Gawd, I really need to moan. I feel like |'m on the brink of a nervous breakdown. We bought a second-hand computer from sme guy on ebay and then picked it up in London. It was supposed to have the receipts for the components with it, which was important since it didn't have a warranty. When we got it home we realised that some receipts weren't there and some of them seemed wrong so R phoned him up. To cut a long story short, we reached a point last night when we thought that everything was ok and that the computer was probably kosher. Then we got a shitty email from this bloke which basically amounted to a mild threat along the lines of "if you don't give me good feedback on ebay I wont help you out if the computer develops problems." We decided to leave it until the moring, when he phoned at 8.30. I spoke to him, decided to ignore the mild threat and he seemed pleasant enough. Once again he asked for feedback, but we thought we'd leave it until we'd got the computer up and running and we're sure that it worked. Then we got an even shitter email demanding feedback and accusng us of racisim! I replied to this, politely affirming that this was not the case and asking him to put himself in out shoes, we had good grounds to be worried and it was nothing personal. Then this evening there was another whole string of short, unpleasant emails from him. I'm baffled as to why this guy is neurotically keen on feedback. The stupid thing is, we were all ready to give him the good feedbck, befor he started bombarding us with offensive emails! I don't think he's going to get it now... We're starting to wonder whether this guy is alright in the head.
On top of this, I noticed today that my new keyboard has a whole load of horrible scratches on it. I don't understand how this has happened since I haven't had it long and hardly played it. What's more, the scratches go right up to the top of the keys, which wouldn't happen in normal playing. Its like a child has scraped them with a coin.
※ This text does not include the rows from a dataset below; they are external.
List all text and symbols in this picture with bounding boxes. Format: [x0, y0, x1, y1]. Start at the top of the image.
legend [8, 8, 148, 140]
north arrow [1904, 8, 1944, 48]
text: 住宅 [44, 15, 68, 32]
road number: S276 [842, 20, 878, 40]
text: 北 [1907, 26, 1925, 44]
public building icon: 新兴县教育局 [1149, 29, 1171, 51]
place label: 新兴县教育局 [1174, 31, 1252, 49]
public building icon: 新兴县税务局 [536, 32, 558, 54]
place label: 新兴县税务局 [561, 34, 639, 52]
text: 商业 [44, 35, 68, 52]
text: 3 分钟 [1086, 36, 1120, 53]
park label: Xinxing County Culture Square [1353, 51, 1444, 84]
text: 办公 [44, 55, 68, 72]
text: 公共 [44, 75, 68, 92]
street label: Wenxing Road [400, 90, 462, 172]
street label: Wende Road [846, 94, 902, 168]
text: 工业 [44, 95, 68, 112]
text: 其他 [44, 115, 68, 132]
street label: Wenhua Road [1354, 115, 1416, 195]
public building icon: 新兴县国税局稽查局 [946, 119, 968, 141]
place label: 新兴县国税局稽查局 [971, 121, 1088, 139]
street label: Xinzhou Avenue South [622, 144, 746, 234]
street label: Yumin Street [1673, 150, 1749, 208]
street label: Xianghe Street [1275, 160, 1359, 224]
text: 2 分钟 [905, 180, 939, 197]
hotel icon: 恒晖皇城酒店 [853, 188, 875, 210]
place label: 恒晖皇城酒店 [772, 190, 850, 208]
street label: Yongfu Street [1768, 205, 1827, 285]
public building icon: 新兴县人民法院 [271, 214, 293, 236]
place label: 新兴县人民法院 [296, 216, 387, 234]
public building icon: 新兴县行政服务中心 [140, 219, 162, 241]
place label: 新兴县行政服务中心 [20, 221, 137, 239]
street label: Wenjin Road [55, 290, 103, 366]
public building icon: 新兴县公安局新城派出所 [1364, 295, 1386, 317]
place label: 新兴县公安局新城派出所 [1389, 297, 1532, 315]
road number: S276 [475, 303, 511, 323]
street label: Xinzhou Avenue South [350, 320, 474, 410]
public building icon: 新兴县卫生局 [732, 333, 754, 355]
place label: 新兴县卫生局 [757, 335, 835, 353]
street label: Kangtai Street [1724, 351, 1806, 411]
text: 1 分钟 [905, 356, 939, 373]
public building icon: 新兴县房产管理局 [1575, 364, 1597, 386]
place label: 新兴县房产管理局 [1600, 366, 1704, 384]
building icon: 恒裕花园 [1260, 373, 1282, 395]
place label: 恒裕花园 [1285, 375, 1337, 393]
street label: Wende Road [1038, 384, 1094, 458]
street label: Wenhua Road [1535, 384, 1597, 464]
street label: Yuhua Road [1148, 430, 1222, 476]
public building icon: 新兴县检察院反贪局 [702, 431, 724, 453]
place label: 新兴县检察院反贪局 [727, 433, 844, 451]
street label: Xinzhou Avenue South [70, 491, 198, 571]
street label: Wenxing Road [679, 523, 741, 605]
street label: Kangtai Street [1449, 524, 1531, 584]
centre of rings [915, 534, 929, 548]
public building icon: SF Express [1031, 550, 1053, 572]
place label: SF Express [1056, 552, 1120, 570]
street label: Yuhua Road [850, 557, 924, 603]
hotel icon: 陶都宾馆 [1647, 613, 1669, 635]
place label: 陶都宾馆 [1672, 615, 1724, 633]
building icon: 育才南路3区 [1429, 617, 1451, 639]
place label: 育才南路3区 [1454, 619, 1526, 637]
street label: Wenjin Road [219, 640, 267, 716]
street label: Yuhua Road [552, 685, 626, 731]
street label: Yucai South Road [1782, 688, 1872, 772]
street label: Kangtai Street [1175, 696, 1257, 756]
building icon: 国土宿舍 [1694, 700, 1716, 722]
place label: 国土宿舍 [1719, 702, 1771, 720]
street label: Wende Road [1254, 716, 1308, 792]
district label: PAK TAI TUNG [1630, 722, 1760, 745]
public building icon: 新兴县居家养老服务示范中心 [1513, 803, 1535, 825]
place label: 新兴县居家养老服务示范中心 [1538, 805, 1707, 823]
And I have lost the sodding car key. I have no idea where its gone. Luckily we have one more but if I lose that we're up shit creek without a paddle.
Finally, I feel like a pathetic hamster on a wheel that spends its life running and going nowhere. I do know that I am going somehwere but right now it feels like this Phd work takes forever and never gets done. I still havn't finished the AHRC application or managed to start my essay. Aargh!